A dover alzare bandiera bianca, dunque, sono tutti coloro che ritengono che il numero non abbia alcuna eloquenza valutativa, cioè che non valuta la qualità degli apprendimenti per la semplice circostanza che, essendo questi “invisibili” – almeno nella loro dimensione profonda – non possono garantire l’oggettività della valutazione. Il numero infatti è misura. Sono molti che ancora fanno fatica a comprendere che i voti scolastici sono scale ordinali e che per questo non sono misure e che con i voti non si possono fare medie.

Questa caratteristica un po’ strana dei numeri che non sono numeri non è di facile comprensione. Un numero è un numero. Se è cinque farà media con sette e darà sei. Se farà media con otto verrà fuori un decimale e tutto sommato il registro elettronico permette di usare le finte oggettività dei sei e mezzo, sei più, sette meno e dintorni, che di oggettivo non hanno proprio nulla. Poi in pagella finisce la sbornia dei mezzi e quarti di voto e torneranno gli interi. Ma sempre numeri saranno.

Per quanto possa risultare amaro, a scuola si ha poca fiducia della parola, e non solo in ambito valutativo. Il campo della valutazione, per la sua natura negoziale ed intersoggettiva, dovrebbe invece essere il campo privilegiato della discorsività. Ma le cose non vanno in questa direzione: i cultori della parola sono confinati nel registro marginale dei contestatori visionari, perché, in fin dei conti, come dicono coloro che fingono di essere contrari ai numeri, ma sotto sotto li amano, “alla fine devi mettere un voto”.
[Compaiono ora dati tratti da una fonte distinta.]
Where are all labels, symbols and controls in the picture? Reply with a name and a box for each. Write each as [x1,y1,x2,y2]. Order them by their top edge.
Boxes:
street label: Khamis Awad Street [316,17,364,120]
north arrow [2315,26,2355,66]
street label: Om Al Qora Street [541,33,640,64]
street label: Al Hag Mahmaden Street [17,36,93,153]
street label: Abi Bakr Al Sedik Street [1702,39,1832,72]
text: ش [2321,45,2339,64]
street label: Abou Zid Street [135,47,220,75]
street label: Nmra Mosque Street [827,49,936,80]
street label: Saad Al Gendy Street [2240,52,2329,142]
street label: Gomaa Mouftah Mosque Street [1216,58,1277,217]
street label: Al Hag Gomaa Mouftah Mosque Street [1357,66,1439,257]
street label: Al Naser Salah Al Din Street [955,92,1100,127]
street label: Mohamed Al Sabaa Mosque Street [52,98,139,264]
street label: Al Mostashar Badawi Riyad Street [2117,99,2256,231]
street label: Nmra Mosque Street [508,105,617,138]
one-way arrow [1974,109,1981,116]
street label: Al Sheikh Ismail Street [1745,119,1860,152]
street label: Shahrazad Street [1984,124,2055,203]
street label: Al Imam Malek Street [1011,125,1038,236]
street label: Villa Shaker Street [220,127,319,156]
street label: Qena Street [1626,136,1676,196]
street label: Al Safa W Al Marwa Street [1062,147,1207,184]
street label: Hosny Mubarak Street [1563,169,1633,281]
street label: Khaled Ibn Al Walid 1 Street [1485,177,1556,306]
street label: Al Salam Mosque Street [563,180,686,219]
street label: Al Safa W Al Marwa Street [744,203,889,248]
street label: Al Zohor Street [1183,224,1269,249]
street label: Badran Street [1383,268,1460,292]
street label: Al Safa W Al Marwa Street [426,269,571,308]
[1] Il Disegno di legge 224 riguarda L’Istituzione della filiera formativa tecnologico-professionale e revisione della disciplina in materia di valutazione del comportamento delle studentesse e degli studenti. Il 22 novembre 2023 è stato presentato lo stralcio dell’art. 3 che riguarda specificatamente la “Revisione della disciplina in materia di valutazione del comportamento delle studentesse e degli studenti”.

[2] I riferimenti normativi sono i seguenti: Legge 6 giugno 2020, n. 41 (articolo 1, comma 2 bis); legge 13 ottobre 2020, n. 126, articolo 32, comma 6 sexies; Ordinanza ministeriale 4 dicembre 2020, n. 172; Nota 4 dicembre 2020, n. 2158; Linee guida “Valutazione nella scuola primaria”..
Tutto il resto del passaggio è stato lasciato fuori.